- Aim of the exercise:
Some lines in the data below hold the string "buttons". Report how many, as a bare number.

- Records supplied:
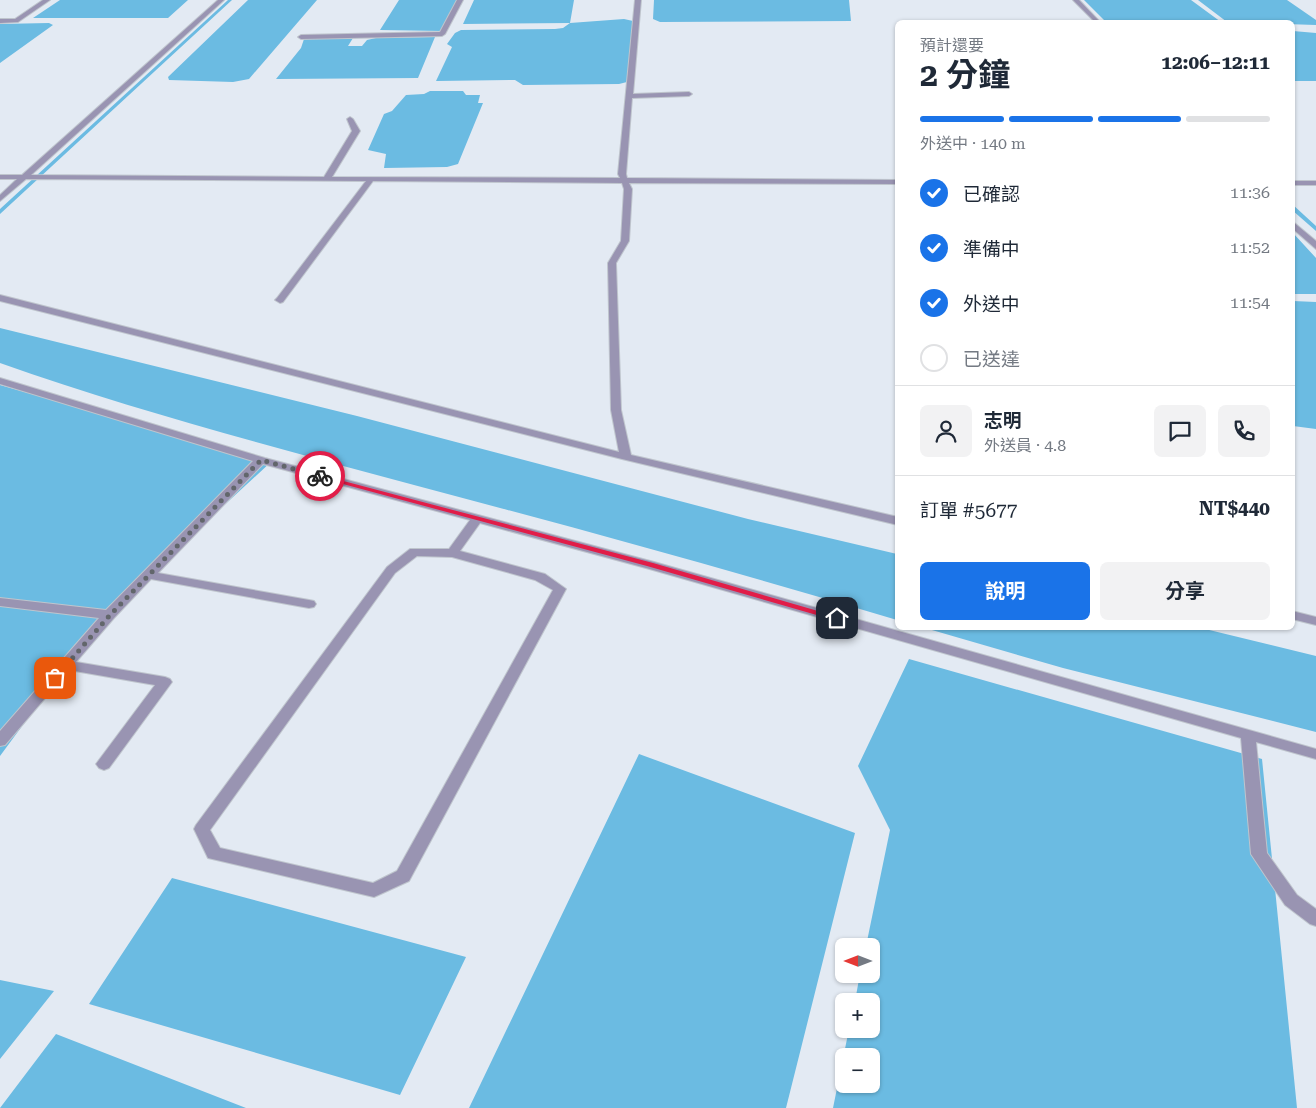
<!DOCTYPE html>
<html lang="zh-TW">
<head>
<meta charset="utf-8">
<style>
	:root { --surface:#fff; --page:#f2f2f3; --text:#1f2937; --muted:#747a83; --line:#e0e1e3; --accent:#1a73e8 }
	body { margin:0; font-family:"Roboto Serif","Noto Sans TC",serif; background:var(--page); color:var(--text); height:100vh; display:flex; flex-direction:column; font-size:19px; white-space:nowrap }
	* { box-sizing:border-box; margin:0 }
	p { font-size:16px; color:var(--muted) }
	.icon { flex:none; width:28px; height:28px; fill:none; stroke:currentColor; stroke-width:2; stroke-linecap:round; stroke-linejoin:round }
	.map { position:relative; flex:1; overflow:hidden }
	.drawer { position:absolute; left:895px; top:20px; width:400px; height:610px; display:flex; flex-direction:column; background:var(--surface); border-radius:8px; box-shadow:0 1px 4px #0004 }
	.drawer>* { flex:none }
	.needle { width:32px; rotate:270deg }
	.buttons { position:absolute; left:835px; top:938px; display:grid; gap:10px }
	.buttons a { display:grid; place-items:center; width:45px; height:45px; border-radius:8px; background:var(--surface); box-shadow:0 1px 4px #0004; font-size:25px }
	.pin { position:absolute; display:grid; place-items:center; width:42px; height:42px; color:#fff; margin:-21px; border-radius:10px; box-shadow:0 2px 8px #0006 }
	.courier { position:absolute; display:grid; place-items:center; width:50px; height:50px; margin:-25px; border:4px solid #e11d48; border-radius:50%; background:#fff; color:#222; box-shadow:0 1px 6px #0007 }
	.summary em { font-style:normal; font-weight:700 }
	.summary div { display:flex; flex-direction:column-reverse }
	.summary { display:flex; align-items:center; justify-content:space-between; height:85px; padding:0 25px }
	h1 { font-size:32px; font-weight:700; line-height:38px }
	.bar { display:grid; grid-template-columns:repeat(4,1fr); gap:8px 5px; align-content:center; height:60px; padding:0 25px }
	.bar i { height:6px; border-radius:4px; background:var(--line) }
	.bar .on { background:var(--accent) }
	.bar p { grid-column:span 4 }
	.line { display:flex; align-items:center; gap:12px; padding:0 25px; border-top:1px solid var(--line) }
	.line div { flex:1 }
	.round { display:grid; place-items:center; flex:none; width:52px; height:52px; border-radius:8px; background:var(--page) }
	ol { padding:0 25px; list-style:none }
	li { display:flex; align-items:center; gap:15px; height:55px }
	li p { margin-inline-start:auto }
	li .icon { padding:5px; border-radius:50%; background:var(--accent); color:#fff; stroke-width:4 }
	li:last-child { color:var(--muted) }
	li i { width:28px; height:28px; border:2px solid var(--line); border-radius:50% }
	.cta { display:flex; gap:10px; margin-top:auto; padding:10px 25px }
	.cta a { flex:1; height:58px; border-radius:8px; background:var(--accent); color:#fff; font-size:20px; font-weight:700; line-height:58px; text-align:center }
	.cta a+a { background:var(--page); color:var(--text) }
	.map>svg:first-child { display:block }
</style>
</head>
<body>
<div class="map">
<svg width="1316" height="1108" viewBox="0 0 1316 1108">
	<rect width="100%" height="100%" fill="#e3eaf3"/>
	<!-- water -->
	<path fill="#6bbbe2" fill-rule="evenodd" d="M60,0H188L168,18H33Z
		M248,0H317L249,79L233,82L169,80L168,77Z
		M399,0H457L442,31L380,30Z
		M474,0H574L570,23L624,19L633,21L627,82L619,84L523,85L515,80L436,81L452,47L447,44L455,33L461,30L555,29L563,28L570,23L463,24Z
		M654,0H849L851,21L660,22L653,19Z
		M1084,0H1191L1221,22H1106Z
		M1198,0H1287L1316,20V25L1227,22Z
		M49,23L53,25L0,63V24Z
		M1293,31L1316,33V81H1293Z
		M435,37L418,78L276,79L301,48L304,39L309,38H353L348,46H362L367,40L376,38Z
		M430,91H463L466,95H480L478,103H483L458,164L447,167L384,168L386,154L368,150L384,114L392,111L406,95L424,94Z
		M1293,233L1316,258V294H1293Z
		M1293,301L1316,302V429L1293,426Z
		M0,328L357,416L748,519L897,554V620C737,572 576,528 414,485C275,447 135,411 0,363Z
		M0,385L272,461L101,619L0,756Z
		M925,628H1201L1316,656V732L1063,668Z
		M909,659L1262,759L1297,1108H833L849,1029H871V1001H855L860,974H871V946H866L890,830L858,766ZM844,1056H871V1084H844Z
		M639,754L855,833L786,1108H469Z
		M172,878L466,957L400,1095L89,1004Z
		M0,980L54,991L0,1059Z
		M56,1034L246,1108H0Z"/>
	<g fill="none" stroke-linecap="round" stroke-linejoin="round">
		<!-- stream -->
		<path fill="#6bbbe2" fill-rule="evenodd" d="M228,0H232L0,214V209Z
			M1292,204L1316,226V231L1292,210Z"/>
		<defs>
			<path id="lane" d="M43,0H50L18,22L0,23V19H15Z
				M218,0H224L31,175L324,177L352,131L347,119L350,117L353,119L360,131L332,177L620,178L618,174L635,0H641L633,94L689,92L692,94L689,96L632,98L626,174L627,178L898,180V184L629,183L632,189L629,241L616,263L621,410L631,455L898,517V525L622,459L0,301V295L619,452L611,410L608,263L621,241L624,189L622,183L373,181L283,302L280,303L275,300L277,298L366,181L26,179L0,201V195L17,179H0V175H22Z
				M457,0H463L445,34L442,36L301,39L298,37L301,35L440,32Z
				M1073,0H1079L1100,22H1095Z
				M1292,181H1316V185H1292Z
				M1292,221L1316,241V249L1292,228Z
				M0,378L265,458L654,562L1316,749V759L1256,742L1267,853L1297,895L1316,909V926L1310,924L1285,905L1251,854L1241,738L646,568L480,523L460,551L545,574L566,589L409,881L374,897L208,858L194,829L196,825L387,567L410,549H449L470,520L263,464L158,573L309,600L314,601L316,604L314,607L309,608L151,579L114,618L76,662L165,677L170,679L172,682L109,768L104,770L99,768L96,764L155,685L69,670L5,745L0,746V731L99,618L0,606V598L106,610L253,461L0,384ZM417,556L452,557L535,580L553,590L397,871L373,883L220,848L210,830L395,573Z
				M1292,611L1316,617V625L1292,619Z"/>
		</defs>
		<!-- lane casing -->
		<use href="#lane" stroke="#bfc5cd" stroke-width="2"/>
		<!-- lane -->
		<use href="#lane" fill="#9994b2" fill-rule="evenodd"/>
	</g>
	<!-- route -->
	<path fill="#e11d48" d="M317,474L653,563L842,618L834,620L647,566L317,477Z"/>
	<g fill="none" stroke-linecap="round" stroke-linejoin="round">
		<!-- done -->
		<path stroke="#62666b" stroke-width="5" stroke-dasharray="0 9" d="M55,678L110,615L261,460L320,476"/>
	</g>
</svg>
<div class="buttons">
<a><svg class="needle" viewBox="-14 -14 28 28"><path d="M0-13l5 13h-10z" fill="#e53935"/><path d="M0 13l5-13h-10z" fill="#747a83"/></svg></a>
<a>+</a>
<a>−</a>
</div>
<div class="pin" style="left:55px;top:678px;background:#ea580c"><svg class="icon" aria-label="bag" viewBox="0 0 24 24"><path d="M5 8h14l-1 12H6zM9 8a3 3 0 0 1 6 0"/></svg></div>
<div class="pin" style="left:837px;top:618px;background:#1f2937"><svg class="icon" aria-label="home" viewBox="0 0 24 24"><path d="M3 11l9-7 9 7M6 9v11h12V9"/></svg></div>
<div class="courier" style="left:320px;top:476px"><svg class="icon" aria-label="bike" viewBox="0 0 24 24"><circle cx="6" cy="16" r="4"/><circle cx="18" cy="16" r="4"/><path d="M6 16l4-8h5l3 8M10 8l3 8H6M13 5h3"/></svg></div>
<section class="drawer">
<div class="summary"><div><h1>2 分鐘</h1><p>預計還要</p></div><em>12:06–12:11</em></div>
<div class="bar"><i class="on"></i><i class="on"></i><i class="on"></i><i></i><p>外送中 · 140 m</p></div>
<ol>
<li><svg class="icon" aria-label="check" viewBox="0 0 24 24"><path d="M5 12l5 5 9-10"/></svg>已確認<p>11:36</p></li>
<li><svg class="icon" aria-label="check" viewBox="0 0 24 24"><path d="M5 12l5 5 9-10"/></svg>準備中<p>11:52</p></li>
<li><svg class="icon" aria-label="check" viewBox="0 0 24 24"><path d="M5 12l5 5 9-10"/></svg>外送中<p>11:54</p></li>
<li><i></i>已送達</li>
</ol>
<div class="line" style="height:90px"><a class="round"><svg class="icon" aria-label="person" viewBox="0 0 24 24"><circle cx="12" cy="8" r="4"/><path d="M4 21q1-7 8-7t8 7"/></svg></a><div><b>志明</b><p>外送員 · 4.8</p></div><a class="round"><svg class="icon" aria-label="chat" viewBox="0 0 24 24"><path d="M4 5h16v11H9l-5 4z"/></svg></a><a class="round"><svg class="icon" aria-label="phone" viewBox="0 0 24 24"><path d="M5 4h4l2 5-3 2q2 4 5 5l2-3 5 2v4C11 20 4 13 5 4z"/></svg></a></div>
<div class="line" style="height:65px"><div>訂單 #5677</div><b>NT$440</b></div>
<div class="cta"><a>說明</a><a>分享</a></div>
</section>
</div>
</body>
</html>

- Solution to this task:
3